Full-text search is a common feature used by a lot of modern applications. You might already know that it is possible to implement full-text search by using regular expressions in queries, but this approach will not work efficiently when there are massive objects or fields in a class. To solve the problem, we provide a dedicated full-text search service that you can use in your app.

Enabling Search for Classes

Before using full-text search, you must first enable it for at least one class. For each class you enable the service on, an index will be created for it, and you will be able to use our search component or use the API to search for the objects in it.

The ACLs of the objects in a class still take effect when you use full-text search.

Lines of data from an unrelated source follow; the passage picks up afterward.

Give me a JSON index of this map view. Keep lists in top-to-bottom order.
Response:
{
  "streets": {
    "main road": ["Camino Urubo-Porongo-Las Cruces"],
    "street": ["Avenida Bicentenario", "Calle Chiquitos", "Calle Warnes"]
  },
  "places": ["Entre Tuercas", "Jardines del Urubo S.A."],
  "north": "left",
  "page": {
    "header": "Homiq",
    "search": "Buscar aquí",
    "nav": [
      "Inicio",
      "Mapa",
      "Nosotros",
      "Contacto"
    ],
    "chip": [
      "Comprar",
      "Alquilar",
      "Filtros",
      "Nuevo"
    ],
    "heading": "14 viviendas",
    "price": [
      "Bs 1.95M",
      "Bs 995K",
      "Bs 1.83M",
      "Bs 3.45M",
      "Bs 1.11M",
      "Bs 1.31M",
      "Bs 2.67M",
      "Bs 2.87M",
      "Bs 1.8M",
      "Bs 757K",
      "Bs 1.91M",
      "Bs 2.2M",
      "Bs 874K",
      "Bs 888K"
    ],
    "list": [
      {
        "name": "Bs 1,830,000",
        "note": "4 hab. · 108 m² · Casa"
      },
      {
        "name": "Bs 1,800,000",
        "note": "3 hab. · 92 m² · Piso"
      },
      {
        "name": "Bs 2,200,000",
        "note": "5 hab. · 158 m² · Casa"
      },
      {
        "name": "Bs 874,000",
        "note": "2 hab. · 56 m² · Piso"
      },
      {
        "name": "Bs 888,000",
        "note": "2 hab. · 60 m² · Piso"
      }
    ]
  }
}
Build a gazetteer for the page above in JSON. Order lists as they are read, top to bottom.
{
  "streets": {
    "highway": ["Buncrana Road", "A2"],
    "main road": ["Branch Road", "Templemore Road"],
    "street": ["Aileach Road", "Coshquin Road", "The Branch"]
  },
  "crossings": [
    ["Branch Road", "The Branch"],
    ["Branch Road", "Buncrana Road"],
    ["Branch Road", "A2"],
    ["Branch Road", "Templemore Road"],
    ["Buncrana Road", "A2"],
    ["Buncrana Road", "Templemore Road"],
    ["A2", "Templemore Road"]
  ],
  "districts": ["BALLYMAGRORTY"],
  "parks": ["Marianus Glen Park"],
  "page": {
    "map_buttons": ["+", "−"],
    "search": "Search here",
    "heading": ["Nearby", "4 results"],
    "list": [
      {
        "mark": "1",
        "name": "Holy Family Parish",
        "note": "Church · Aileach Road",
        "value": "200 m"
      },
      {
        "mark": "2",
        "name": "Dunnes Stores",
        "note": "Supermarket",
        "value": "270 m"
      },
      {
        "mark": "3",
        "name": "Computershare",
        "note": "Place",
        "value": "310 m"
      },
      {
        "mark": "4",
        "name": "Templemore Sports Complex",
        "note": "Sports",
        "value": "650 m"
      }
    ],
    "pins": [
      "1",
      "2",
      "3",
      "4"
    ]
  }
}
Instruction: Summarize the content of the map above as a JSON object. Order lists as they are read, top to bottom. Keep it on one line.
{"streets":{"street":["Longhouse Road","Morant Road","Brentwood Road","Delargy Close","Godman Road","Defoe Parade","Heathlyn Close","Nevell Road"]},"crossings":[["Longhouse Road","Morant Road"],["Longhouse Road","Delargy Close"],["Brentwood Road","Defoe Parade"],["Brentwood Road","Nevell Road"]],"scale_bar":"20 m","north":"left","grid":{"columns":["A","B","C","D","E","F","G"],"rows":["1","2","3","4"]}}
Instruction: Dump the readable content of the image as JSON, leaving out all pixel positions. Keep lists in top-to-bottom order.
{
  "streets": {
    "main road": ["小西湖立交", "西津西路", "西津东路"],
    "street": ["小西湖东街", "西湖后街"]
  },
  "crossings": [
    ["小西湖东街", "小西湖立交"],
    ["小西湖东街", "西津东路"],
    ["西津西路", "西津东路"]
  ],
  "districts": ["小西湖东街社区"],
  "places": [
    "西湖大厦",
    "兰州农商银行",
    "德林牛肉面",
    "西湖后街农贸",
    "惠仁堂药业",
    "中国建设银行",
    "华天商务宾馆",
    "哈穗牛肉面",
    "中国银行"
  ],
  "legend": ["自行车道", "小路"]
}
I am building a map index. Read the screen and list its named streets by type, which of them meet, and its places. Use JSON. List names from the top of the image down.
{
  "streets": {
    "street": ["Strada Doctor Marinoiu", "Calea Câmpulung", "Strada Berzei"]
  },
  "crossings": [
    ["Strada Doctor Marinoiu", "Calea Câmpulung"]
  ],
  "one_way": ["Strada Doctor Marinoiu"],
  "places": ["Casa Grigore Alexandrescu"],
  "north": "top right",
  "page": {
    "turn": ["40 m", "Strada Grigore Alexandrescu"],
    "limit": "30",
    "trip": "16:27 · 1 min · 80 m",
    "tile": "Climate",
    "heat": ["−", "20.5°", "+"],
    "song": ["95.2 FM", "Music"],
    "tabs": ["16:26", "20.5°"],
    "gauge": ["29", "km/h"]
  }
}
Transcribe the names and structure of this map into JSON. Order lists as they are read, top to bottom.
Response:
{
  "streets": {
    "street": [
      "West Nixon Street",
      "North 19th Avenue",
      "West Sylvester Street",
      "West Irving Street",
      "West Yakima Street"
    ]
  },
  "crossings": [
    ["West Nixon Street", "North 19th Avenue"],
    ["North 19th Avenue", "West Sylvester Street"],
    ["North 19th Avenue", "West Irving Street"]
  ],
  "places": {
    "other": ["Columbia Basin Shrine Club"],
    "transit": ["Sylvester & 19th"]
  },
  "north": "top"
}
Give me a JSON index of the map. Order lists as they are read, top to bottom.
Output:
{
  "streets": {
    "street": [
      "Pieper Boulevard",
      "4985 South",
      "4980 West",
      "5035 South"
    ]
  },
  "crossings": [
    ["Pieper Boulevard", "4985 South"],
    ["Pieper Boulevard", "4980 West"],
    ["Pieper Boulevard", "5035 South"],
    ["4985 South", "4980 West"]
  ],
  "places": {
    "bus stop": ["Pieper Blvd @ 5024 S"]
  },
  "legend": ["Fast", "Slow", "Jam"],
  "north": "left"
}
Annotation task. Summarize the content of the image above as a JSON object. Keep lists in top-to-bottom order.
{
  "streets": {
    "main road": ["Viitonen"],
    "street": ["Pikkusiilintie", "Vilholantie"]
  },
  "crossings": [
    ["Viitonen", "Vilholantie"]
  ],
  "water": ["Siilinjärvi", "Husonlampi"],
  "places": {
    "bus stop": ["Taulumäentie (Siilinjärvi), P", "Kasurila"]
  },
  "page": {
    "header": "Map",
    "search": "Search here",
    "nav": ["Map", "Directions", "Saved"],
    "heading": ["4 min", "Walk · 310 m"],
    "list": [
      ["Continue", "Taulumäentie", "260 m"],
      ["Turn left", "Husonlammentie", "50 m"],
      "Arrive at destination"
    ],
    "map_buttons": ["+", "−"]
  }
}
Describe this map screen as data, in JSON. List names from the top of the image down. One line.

You can enable search for a class by going to Dashboard > Data Storage > Full-text Search and clicking on Enable search for class:

  • Class: The class you want to enable search on. You can enable search on at most 5 classes for apps with Developer Plans and 10 classes for apps with Business Plans.
  • Enabled columns: The fields you want to enable search on. By default, objectId, createdAt, and updatedAt are always enabled. Besides them, you can enable at most 5 custom fields for apps with Developer Plans and 10 custom fields for apps with Business Plans.

If the cloud has not received any full-text search API requests within two weeks after you enabled search for a class, the search service for the class will be disabled.

Search API

We offer a REST API with all the interfaces you need to use the service, and our SDKs encapsulate those interfaces for you to use.

Assuming you have enabled full-text search for a class named GameScore, you can search for objects in this class with keywords:

LCSearchQuery<GameScore> query = new LCSearchQuery<GameScore>("GameScore");
LCSearchResponse<GameScore> response = await query.Find();
// The number of documents matching the condition
// The documents matching the condition
foreach (GameScore score in response.Results) {

// Mark the result of this query so you can use the sid to paginate

For the syntax of the query string, see Syntax for q.

Since there is a limit for each query, you may not get all the records that match the query conditions at once. You can call hits() on SearchQuery to get the number of records that match the conditions, and then call find() multiple times on SearchQuery to get the remaining records.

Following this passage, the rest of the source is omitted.